[Stored items]
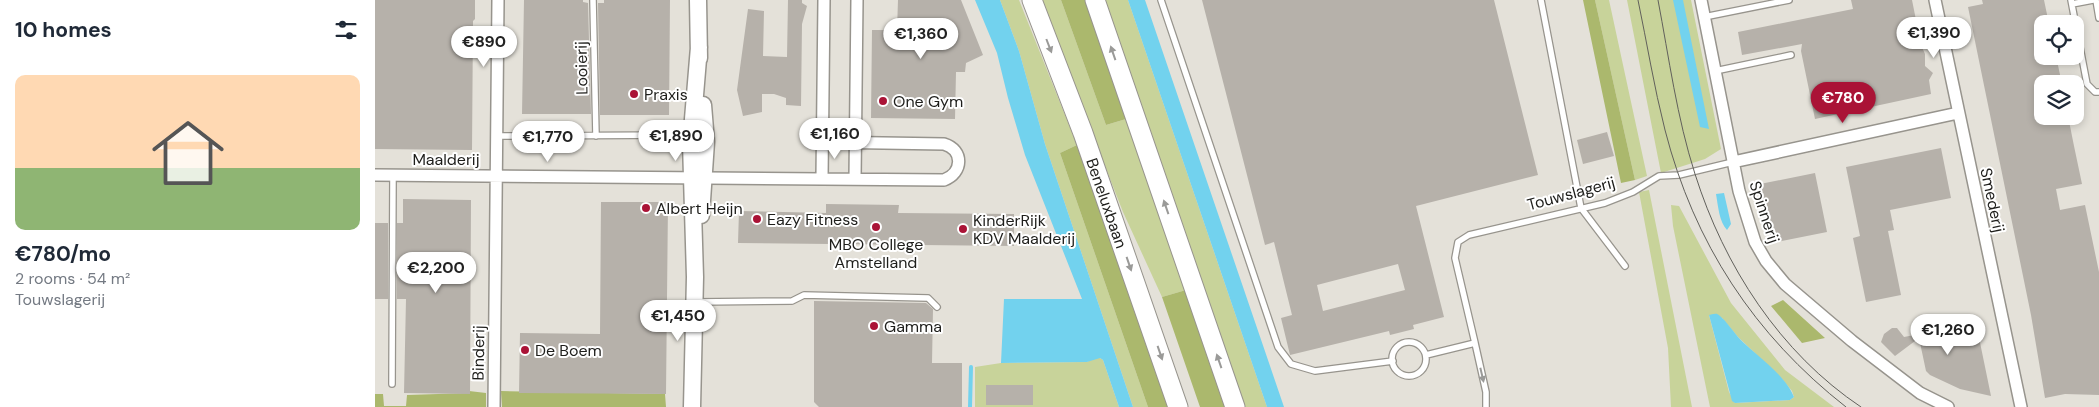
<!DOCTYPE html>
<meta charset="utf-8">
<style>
:root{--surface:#fff;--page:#f2f2f3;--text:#1f2937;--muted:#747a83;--line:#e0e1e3;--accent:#aa1336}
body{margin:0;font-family:"DM Sans",sans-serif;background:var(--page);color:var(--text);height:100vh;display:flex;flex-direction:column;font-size:19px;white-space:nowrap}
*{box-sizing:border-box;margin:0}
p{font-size:16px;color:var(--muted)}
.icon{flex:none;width:28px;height:28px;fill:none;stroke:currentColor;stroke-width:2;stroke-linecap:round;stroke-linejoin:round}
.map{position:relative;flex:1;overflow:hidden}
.panel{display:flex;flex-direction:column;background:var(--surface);width:375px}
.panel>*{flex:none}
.buttons{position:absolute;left:1659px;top:15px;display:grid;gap:10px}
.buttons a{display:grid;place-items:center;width:50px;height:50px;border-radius:10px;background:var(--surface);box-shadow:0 2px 8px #0003;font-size:25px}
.price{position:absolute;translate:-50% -42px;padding:0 11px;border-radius:18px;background:#fff;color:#222;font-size:16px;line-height:32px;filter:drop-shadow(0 1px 2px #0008)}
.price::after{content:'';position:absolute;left:50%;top:30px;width:15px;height:11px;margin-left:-8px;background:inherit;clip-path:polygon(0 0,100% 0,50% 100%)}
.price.active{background:var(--accent);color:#fff}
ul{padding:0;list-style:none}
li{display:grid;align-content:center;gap:10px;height:265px;padding:0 15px}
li+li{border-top:1px solid var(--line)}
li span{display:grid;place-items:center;height:155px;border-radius:10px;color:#555}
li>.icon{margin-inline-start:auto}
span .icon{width:90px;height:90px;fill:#fffc;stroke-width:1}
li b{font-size:21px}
h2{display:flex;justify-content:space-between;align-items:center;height:60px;padding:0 15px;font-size:21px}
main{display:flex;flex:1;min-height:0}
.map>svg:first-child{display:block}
.green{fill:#c8d39a;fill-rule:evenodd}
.forest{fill:#abb86d}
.water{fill:#72d2ee}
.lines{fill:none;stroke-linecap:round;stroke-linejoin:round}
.stream{stroke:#72d2ee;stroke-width:4}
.building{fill:#b6b1aa;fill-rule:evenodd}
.lane-casing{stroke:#97948d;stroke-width:8}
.street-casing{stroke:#97948d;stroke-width:14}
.secondary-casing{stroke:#97948d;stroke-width:19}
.primary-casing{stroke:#97948d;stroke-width:21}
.lane{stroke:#fff;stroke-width:5.5}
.street{stroke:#fff;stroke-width:11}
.secondary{stroke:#fff;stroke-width:16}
.primary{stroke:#fff;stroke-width:19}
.tram{stroke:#61605b;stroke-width:1}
.oneway{fill:#9a9a98}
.poi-dot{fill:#aa1336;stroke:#fff;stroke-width:2}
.labels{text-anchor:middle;stroke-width:4;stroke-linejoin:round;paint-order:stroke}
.street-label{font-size:16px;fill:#1e1e1b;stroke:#fff}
.poi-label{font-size:16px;fill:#1e1e1b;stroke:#fff;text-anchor:start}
</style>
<main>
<section class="panel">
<h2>10 homes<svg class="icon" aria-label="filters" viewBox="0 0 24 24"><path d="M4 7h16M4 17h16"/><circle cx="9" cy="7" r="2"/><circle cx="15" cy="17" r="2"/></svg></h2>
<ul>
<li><span style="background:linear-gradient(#ffd9b3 60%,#8fb573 0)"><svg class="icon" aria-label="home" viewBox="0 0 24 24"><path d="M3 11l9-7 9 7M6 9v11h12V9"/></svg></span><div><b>€780/mo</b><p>2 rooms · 54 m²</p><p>Touwslagerij</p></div></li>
</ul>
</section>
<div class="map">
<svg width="1724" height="407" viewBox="0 0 1724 407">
<rect width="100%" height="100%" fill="#e4e1d9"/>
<path class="green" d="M625,0h19l58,145 -17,8 88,254h-15l-88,-263 -26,-93z
M665,0h21l45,125 20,-6 60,171 -24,7 -39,-85z
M729,0h24l139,407h-24z
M1220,0h14l38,176 -12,4z
M1252,0h64l30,149 -16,10 -44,14z
M1274,190l43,217h-21l-3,-59 -29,-156z
M1296,205l8,1 52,97 54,67 49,37h-124l-37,-181zM1334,315l13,3 16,19 44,42 10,12 2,6 -4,3 -55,3 -6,-11z
M719,358h6l3,2 16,47h-144v-40l26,-4 86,-1z"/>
<path class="forest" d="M686,0h25l40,119 -20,6z
M1208,0h12l40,180 -14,3z
M702,145l2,6 89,256h-20l-88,-254z
M811,290l40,117h-26l-38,-110z
M1408,300l42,38 -23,5 -31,-37z
M94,391l17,2v14h-111v-13h8l1,12h22l1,-11 62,-2z
M126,391l164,3 1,13h-164z"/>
<path class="water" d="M600,0h25l19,51 26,93 88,263h-14l-16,-47 -3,-2 -13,4 -86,1 3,-64h78l-57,-144 -17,-57 -11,-45z
M753,0h17l139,407h-17z
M1298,0h10l26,129 -9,-2z
M1349,193l7,31 -4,6c-8,-8 -9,-25 -11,-36z
M1338,314c4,0 3,-1 7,2 7,6 12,14 18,21 16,17 48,38 56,60l-4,3 -55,3 -3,-2 -23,-86z"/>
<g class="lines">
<path class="stream" d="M595,407l1,-40"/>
</g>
<path class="building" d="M0,0h100v19l-2,2 -1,129 -97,-1z
M149,0h59v2l5,1 3,111h-69z
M229,0h66l-1,115h-69l-2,-112h6z
M413,0h14v3l5,3 -5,18 -1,82 -15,-1v-7l-12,-4h-12v18l-19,4 -6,-26 11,-81 16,2 -1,45 24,1z
M523,0h63l22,55 -17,8 -1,9h-9l-1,47 -84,-1 1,-88h25z
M827,0h292l44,175 -122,31 28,111 -31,8 1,4 -24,6 -1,-4 -99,24 -9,-37 11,-3 -18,-73 -9,3zM1023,264l7,26 -82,21 -6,-26z
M1476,0h61l9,45 4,9v12l8,7 -4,7 2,14 -116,25 -14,-68 1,-7 -60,11 -4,-23 115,-23z
M1607,0h62l5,24h-6v32h13l6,28h-19v32h25l6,30 8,38 -26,5 4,21 25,-5 14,67v123l-34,-1 -20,4 -14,-83 -63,-308 15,-3z
M1232,132l7,24 -31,8 -6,-24z
M1566,148l10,50 -61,12 4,20 -6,1 13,64 -35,7 -13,-64 7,-2 -14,-69z
M1440,173l12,59 -55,11 -12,-59z
M28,199l68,1 -1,194 -66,-1 2,-94h-9v-76h6z
M226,202h67l-2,192 -147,-1 1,-60 80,1z
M451,204l73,1 -1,8 116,1v32l-276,-3 1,-32 87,2z
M0,223h13v76h-13z
M439,301l112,2 7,6 -1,54h30v44h-143l-5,-5z
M1601,323l15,73 -31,-7 -30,-14 -4,-4 -7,-33 -24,18 -14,-14 3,-8 8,-6h5l7,9z
M611,385h47v20h-47z"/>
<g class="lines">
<g class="lane-casing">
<path id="lane" d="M218,0l3,136
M786,0l117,347 13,17 24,7 78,-10
M1166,0l40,208 44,58
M1696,0l16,84 8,8h4
M1721,0l3,18
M1697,4l21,-4
M1329,17l85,-17
M1340,71l76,-16
M121,136l180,-1 13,-7
M321,302l96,-1 12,-6 124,3 9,9
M1017 359a17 17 0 1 1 34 0a17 17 0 1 1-34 0Z
M1100,343l11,49v15
M1051,355l49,-12 -20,-85 3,-16 11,-7 136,-32 28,-11 26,-16 20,-1 54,-13
M17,384l1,-209"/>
</g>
<g class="street-casing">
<path id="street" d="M1326,0l38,191 16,51 11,19 19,23 67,57 68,52 28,14
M1560,0l86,407
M1358,162l225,-49
M0,175l569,5c19,-7 20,-30 0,-36l-122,-2
M447,178l2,-178
M480,179l2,-179
M119,407l4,-407"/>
</g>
<g class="secondary-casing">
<path id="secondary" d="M323,0l1,58
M326,215l5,-73 -3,-37
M317,407l3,-130 -4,-134 8,-96"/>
</g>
<g class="primary-casing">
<path id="primary" d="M657,0l51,133 95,274
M720,0l140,407"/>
</g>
<use href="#lane" class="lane"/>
<use href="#street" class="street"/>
<use href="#secondary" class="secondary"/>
<use href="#primary" class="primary"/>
<path class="tram" d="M1263,0c9,43 16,87 27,130 29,113 89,205 181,277
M1283,0c11,58 19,118 37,174 29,92 85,179 166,233"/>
</g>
<defs><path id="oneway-solid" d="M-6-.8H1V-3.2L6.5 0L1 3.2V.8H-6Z" transform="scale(1.25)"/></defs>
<g class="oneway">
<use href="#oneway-solid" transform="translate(674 46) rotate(69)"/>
<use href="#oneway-solid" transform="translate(738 53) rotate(-109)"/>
<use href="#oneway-solid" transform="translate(791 207) rotate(-109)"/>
<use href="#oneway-solid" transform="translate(754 264) rotate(71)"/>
<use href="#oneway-solid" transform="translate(785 353) rotate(71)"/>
<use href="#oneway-solid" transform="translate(844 361) rotate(-109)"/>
<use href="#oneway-solid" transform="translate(1107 375) rotate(77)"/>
</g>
<g class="poi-dot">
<circle cx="259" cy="94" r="5"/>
<circle cx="508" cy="101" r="5"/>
<circle cx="271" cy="208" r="5"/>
<circle cx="382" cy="219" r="5"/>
<circle cx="501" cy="227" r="5"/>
<circle cx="588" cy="229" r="5"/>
<circle cx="499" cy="326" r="5"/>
<circle cx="150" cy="350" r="5"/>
</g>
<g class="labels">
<g class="street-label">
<text transform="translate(206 68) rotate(-91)" y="6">Looierij</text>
<text x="71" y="165">Maalderij</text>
<text transform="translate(1196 193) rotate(-15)" y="6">Touwslagerij</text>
<text transform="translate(1618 200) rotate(78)" y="6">Smederij</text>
<text transform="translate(732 203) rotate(71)" y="6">Beneluxbaan</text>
<text transform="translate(1390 212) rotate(72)" y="6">Spinnerij</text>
<text transform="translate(103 353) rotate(-89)" y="6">Binderij</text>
</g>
<g class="poi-label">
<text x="269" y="100">Praxis</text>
<text x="518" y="107">One Gym</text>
<text x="281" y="214">Albert Heijn</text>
<text x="392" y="225">Eazy Fitness</text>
<text x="598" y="226">KinderRijk<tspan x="598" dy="18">KDV Maalderij</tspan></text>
<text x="501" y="250" text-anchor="middle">MBO College<tspan x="501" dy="18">Amstelland</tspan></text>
<text x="509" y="332">Gamma</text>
<text x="160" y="356">De Boem</text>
</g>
</g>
</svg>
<div class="buttons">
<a><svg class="icon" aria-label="locate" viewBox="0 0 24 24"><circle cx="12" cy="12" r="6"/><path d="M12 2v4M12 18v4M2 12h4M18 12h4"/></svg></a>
<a><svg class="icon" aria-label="layers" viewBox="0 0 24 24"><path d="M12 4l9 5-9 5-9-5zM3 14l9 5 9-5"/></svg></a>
</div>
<b class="price" style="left:1559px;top:59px">€1,390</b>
<b class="price" style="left:546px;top:60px">€1,360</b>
<b class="price" style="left:109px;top:68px">€890</b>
<b class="price active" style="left:1468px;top:124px">€780</b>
<b class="price" style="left:460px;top:160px">€1,160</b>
<b class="price" style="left:301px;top:162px">€1,890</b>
<b class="price" style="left:173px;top:163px">€1,770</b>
<b class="price" style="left:61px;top:294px">€2,200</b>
<b class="price" style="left:303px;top:342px">€1,450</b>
<b class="price" style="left:1573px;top:356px">€1,260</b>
</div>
</main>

[TO DO] Among the records above, find each line containing the string "margin" and copy it.

[OUTPUT OF THE EXERCISE]
body{margin:0;font-family:"DM Sans",sans-serif;background:var(--page);color:var(--text);height:100vh;display:flex;flex-direction:column;font-size:19px;white-space:nowrap}
*{box-sizing:border-box;margin:0}
.price::after{content:'';position:absolute;left:50%;top:30px;width:15px;height:11px;margin-left:-8px;background:inherit;clip-path:polygon(0 0,100% 0,50% 100%)}
li>.icon{margin-inline-start:auto}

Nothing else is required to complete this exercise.